It’s funny how, 10 years since the advent of the iPod was supposed to mark the death of the album as a conceptual art form, great albums keep magically appearing. They appear about as regularly as articles proclaiming (yet again) the death of the album.
Cue Diana Elliott in yesterday’s Age. Given this isn’t exactly the first time this argument has been promulgated in the last decade, I presume Diana has crawled through a wormhole from 1965, back when pop charts were ruled by singles.
Remember singles? These marvellous seven-inch creations only had room for one song per side – you could squeeze maybe a couple more in to make an EP, but at the expense of sound quality and all-important volume. Ray Davies, the Kinks’ master songwriter, still speaks fondly of them as his favourite musical medium.

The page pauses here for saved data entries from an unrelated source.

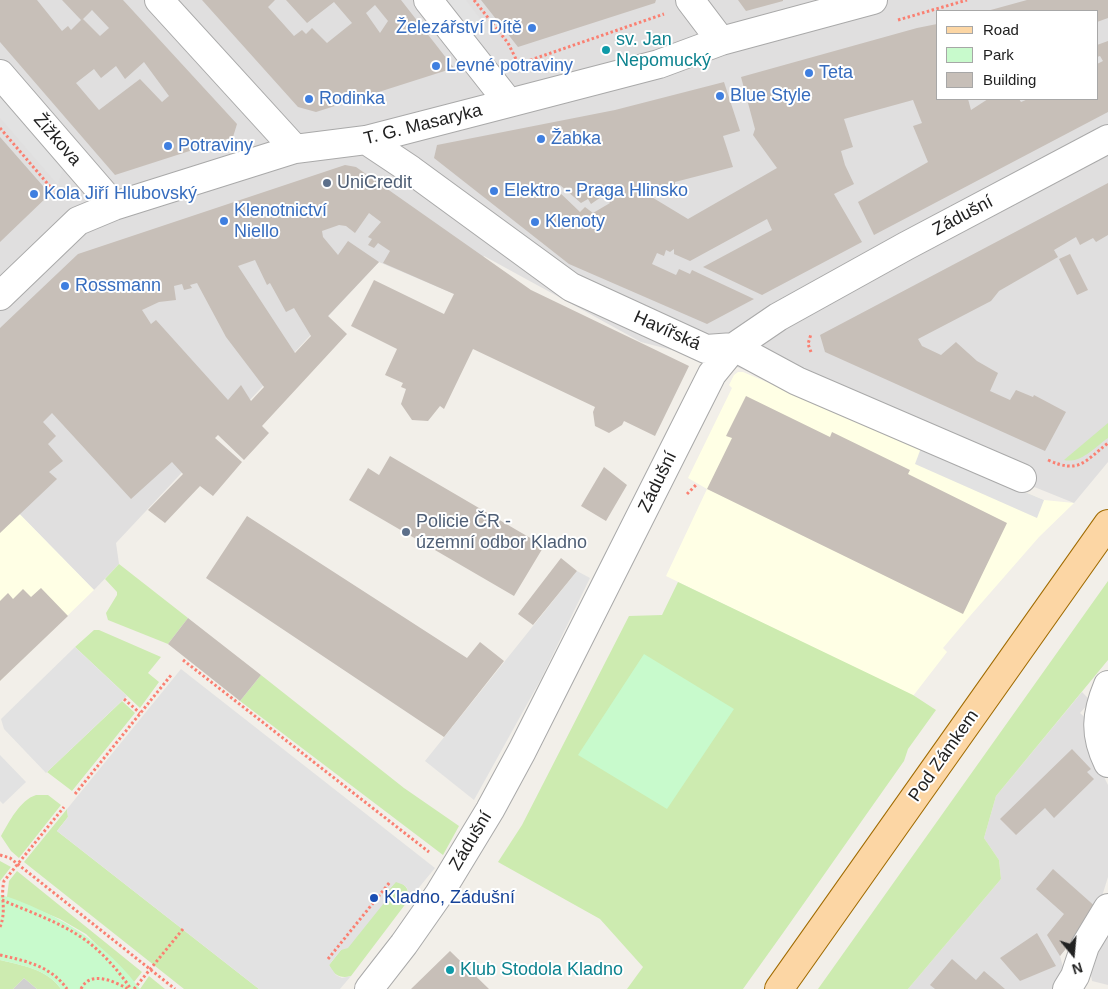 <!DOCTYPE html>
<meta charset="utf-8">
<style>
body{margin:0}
#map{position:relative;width:1108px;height:989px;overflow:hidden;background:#f2efe9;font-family:Arial,sans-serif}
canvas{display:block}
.legend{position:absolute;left:936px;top:10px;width:162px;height:90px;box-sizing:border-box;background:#fff;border:1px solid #a7a7a7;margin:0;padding:6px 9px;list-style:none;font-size:15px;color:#222}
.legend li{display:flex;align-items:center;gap:10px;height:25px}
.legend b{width:25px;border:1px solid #a7a7a7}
.north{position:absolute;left:1048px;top:929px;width:50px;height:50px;-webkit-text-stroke:4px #fff;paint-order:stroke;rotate:163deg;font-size:14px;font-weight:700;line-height:20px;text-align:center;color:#222}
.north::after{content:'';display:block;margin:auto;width:18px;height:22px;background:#222;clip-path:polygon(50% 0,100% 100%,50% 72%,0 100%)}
</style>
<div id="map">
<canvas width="1108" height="989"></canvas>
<ul class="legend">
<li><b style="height:6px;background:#fcd6a4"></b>Road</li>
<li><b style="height:14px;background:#c8facc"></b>Park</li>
<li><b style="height:14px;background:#c7bfb8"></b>Building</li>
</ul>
<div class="north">N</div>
</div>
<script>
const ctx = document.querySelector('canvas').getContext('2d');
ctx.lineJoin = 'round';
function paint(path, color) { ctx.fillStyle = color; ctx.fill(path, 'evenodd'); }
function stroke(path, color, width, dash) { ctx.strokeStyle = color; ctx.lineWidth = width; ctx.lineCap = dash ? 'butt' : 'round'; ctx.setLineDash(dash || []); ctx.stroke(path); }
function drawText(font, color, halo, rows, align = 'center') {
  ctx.font = font + ' Arial,sans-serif'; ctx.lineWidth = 4; ctx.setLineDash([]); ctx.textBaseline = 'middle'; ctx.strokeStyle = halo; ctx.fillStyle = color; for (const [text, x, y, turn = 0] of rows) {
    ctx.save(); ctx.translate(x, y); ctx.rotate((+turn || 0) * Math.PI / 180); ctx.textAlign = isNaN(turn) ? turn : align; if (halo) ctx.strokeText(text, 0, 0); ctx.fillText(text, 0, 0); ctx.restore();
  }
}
paint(new Path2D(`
 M0 0H1108V462L1074 503 737 367 641 342 484 256 454 294 379 262 116 543 119 564 94 590 0 494ZM937 11H1097V99H937Z
 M1082 692 1091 701 1080 713 1090 722 1089 747 1108 785V877L1098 909 1060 956 1065 974 1052 989H908L1001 879 999 860 984 838 996 796Z
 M1108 925V985L1092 981 1089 964Z`), '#e0dfdf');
paint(new Path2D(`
 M738 372H743L1044 500 1074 503 1039 537 970 616 943 648 947 652 913 696 666 576 707 489 688 478 732 388 729 385 734 375Z
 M0 494 94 590 0 681Z`), '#ffffe5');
paint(new Path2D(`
 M24 978 37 989H13Z`), '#d0d0d0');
paint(new Path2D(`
 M1108 423V438C1095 447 1081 464 1064 460Z
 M119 564 188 618 168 644 108 620 106 613 117 595V592L105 579Z
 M1108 581V660L996 796 984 838 999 860 1001 879 908 989H818Z
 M678 582 880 679 913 695 936 710 908 749 904 761C850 837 797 914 743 989H627L643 967 600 919 498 862 522 825 629 616 662 615Z
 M94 630H99L161 657 148 673 159 682 140 708 75 647Z
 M261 675 404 788 459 826 443 855 240 701Z
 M122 701 135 713 72 791 47 772Z
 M36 795H48L61 805 19 858 11 851 1 836C9 822 20 800 36 795Z
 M67 809 68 817 57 831 259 989H184L24 862Z
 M0 861 11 867 0 881Z
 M17 871 142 972 134 982 86 934 60 919 7 897 9 881Z
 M396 881C407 884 411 892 407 902L351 976C341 979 333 975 329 965Z
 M0 960C23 966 46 968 61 989H37L24 978 13 989H0Z
 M149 976 165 989H140Z`), '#cdebb0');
paint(new Path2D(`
 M644 654 734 709 667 809 578 755Z
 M0 895C14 898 27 904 40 910 81 929 113 953 140 989H61C46 968 23 966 0 960Z`), '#c8facc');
paint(new Path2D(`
 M439 0H466L491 33 466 34Z
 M0 86 65 161 58 185 0 118Z
 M921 448 1044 500 1037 518 915 464Z
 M577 571 590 578 541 679 474 800 425 761Z
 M75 647 127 696 46 773 4 729 1 719Z
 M181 669 435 868 407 902 409 896 407 888 404 885 396 882 384 895V903L348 948 341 950 329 965 336 975 342 978 351 976 340 989H259L57 831 68 817 67 809Z
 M0 755 26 782 3 804 0 801Z`), '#e2e2e2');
paint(new Path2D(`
 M0 0H37L62 31 68 26 71 30 81 20 62 0H123L237 124 233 137 115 175 0 42ZM92 10 109 28 100 36 83 19ZM144 62 169 96 162 102 140 79 99 110 76 83 94 69 101 78 116 66 125 79Z
 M202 0H275L268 7 294 36 302 30 306 34 312 28 327 43 352 23 334 2 307 23 286 0H401L454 68 316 112 298 107ZM375 5 388 21 380 33 366 13Z
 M481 0H656L655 3 518 47Z
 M738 0H783V1L746 11Z
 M1027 0H1108V18L1097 22V11H987Z
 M937 24V99H968L971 110 988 99H1019L1021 102 1028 99H1097V70H1098L1097 64 1103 61 1100 56 1097 57V45L1108 41V112L874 235 858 202 928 162 913 126 922 123 913 100 844 119 853 147 841 151 845 165 854 184 834 194 862 242 762 295 703 267 772 230 767 219 690 261 674 254V249L670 252 666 250 664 256 657 253 652 264 676 275 679 269 690 274 692 270 754 299 707 324 569 264 434 158 437 145 615 110 724 82 740 131 723 136 733 167 675 182V185L645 193 688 219 777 168 753 135 755 129 741 77 917 28ZM560 185 581 203 588 199 591 204 604 195 610 203 593 213 585 207 580 212 556 189Z
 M0 137 50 194 0 242Z
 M345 165 356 167 531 290 689 366 655 436 624 421 622 425 609 433 595 426 593 412 595 407 473 349 444 409 440 406 428 421 412 420 401 404 406 389 401 387 403 383 385 375 397 349 351 326 374 280 444 314 454 294 383 263 390 251 378 243 374 248 368 245 372 239 368 237 381 222 369 213 355 233 346 226 339 225 322 231 323 237 338 255 348 241 379 262 328 316 347 334 262 426 269 433 244 460 218 435 215 438 242 462 213 496 200 486 165 523 148 510 183 474 172 462 131 499 52 413 43 422 56 436 48 444 63 461 49 472 57 479 0 533V328L78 254ZM255 260 267 285 270 283 286 312 294 308 311 336 295 353 238 266ZM197 283 226 337 264 387 251 401 241 385 228 400 156 320 151 324 142 310 159 302 176 300 174 286 182 284 184 290 192 288 190 285Z
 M1108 183V235L1096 242 1093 238 1080 245 1076 237 1054 250 1058 257 999 291 991 301 918 339 922 346 941 355 956 342 957 343 977 361 998 373 990 391 1010 400 1016 390 1033 397 1034 395 1066 412 1045 451 825 352 820 335Z
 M1070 254 1088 290 1077 295 1059 259Z
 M746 396 830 437 832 432 910 470 908 474 1007 523 963 614 707 489 732 438 726 436Z
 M390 456 544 546 514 596 349 500 368 468 379 475Z
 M604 467 627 485 606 521 581 506Z
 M247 516 467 658 480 642 504 661 444 737 206 578Z
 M561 558 577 571 533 625 518 614Z
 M41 588 68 616 0 681V601L8 593 13 599 23 589 31 597Z
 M188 618 261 675 240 701 168 644Z
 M1072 749 1091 769 1087 772 1094 779 1054 818 1045 808 1016 835 1000 819Z
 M1053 869 1098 909 1060 956 1047 935 1064 914 1036 889Z
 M1037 933 1056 966 1020 981 1000 958Z
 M450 951 489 989H411Z
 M952 959 976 980 984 971 1005 989H935L930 985Z`), '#c7bfb8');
const minor = new Path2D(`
 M159 0 295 149
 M428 0 509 103
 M690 0 721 41
 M0 74 114 206
 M366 140 411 170 571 287 706 349 734 347 797 381 1022 478
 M0 296 78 221 114 206 295 149 366 140 509 103 659 64 721 41 873 0
 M1108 685C1096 714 1094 734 1108 763
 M369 989 404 944 439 894 490 810 522 751 712 374 734 347 778 317 906 246 1108 139
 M1067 989 1075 976 1085 946 1108 908`);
const major = new Path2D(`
 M779 989 1108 524`);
stroke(minor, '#a9a9a9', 30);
stroke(major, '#a06b00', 30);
stroke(new Path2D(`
 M474 0 508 43 516 59
 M898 20 967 0
 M516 65 664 14
 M0 128 59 197
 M811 352 808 344 811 334
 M1048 460C1079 474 1084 462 1108 443
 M687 494 697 484
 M183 660 429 852
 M124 699 140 713
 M75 794 172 674
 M0 855 10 858 175 989
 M2 900C25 910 51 919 73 932 96 945 116 967 131 989
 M0 927C7 910 0 897 4 881L64 807
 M0 955C26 961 51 966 67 989
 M328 959 390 882
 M81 989C90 970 114 981 128 989
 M134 989 183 929`), '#fa8072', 3, [2.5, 2.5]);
stroke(minor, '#fff', 28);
stroke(major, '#fcd6a4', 28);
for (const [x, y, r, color] of [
 [532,28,5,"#3f7fe0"],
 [606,50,5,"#0f9aa8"],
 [436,66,5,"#3f7fe0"],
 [809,73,5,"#3f7fe0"],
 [720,96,5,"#3f7fe0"],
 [309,99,5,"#3f7fe0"],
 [541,139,5,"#3f7fe0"],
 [168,146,5,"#3f7fe0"],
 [327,183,5,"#5c6f8a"],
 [494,191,5,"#3f7fe0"],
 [34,194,5,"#3f7fe0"],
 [224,221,5,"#3f7fe0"],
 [535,222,5,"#3f7fe0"],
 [65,286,5,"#3f7fe0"],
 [406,532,5,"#5c6f8a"],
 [374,898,5,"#1a4fb4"],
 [450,970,5,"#0f9aa8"]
]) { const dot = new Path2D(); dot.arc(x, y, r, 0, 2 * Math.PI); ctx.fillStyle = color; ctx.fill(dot); stroke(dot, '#fff', 2); }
drawText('18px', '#366cbe', '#fff', [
 ["Železářství Dítě",522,28,"right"],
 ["Levné potraviny",446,66],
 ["Teta",819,73],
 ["Blue Style",730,96],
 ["Rodinka",319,99],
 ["Žabka",551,139],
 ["Potraviny",178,146],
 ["Elektro - Praga Hlinsko",504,191],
 ["Kola Jiří Hlubovský",44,194],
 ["Klenotnictví",234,211],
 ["Niello",234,232],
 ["Klenoty",545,222],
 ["Rossmann",75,286]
], 'left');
drawText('18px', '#0d838f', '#fff', [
 ["sv. Jan",616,40],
 ["Nepomucký",616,61],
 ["Klub Stodola Kladno",460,970]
], 'left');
drawText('18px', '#222', '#fff', [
 ["T. G. Masaryka",423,125,-14],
 ["Žižkova",57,140,49],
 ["Zádušní",963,216,-28],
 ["Havířská",667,331,24],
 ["Zádušní",658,482,-64],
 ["Pod Zámkem",944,756,-55],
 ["Zádušní",471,841,-59]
]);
drawText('18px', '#4e5e75', '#fff', [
 ["UniCredit",337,183],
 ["Policie ČR -",416,522],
 ["územní odbor Kladno",416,543]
], 'left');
drawText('18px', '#164399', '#fff', [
 ["Kladno, Zádušní",384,898]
], 'left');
</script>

Back then, albums mostly were little more than filler padding out a couple of sure-fire hits. Then the Beatles and Bob Dylan came along and expanded the minds of a generation, at the same time spoiling the party for those unfortunate Baby Boomers suffering from what wasn’t then called Attention Deficit Disorder.
Last week, a couple of friends began frantically tweeting each other about the merits of a new album by Melbourne’s Witch Hats. It was streaming on a local music website for a day, so I tuned in, and was impressed enough to tweet back if it was available on – wait for it – vinyl.
Yes, vinyl. The medium that’s making a comeback for those that, you know, actually care about music and how it was created, and don’t like to see it defiled in cheap-jack formats that throw out half the product before it hits the ears. Put it down to me crawling out of a wormhole marked April 1971, when I was born.
The Rolling Stones put out Sticky Fingers that very month. Now that’s an album. A few great rockers (Brown Sugar, about the merits of interracial cunnilingus, being the best known); Wild Horses is perhaps the band’s most stunning ballad; and Marianne Faithfull’s tortured ode to addiction, Sister Morphine.
I could go through the rest of the track list, but there’s no need. A great album is like a good sexual encounter; it’s all about pacing – ebb and flow, climax and resolution. It’s a cheap shot, but what sort of sex is the iPod generation having? Elliott’s article makes me wonder if they can keep their minds on the job.
For those having trouble with diminishing attention spans, the Ramones should have provided the perfect antidote. Albums of between 12 and 14 songs in less than half an hour! Hey, if you don’t like Beat On The Brat (in which case I don’t trust you) at least you know Judy Is A Punk is just around the corner.
Actually, one of the real drawbacks of the CD age (and a good reason for the cursed format’s slow slide into oblivion) is how many musicians abused the fact that it provided them with 78 minutes to play with, instead of the standard LP length of between 35 and 45.
Suddenly albums that would once have qualified as doubles began to proliferate. It got worse when a few artists began issuing double CDs, the worst offenders being the Smashing Pumpkins, who gave us Mellon Collie And The Infinite Sadness, aka Billy Corgan’s infinite ode to his own genius.
It’s true that double albums, let alone double CDs, do amplify the problems Elliott alludes to. That’s why there are very few good ones. I am one of the unbelievers, for example, that would quite happily junk half of the Beatles’ opus, the so-called White Album. I never want to hear The Adventures Of Rocky Raccoon again.
But if you can’t sit still long enough to listen to Revolver from beginning to end, maybe it’s you who needs to slow down. Not everything in life is an instant hit. Some things take a little longer to give up their secrets, and that is part of the reward.
I was at a friend’s party last weekend, and he’d lovingly assembled a song list on iTunes to impress and entertain his musically voracious friends. Like Rob from High Fidelity, whom Elliott also references, he understood the lost art of the mix tape, the importance of a perfect sequence that also underpins an album.
At one point, he began vehemently decrying the very notion of “Shuffle”. “How can you shuffle the soundtrack to your life?” he spluttered in indignation. It might work if the music fades into the background, like aural wallpaper. But if you’re actually listening, it doesn’t make any sense.
First published in The Age, 17 November 2011
I really enjoyed your article. I too agree that the album as an entire concept is crucial to listening to quality music. I have taken the same approach with my MP3s. I never listen to the songs via shuffle (although I would love to see an album shuffle feature somewhere) and even take it to the extreme of making sure that all of my albums and singles are in their original format and order (no bonus tracks!). You’re not alone.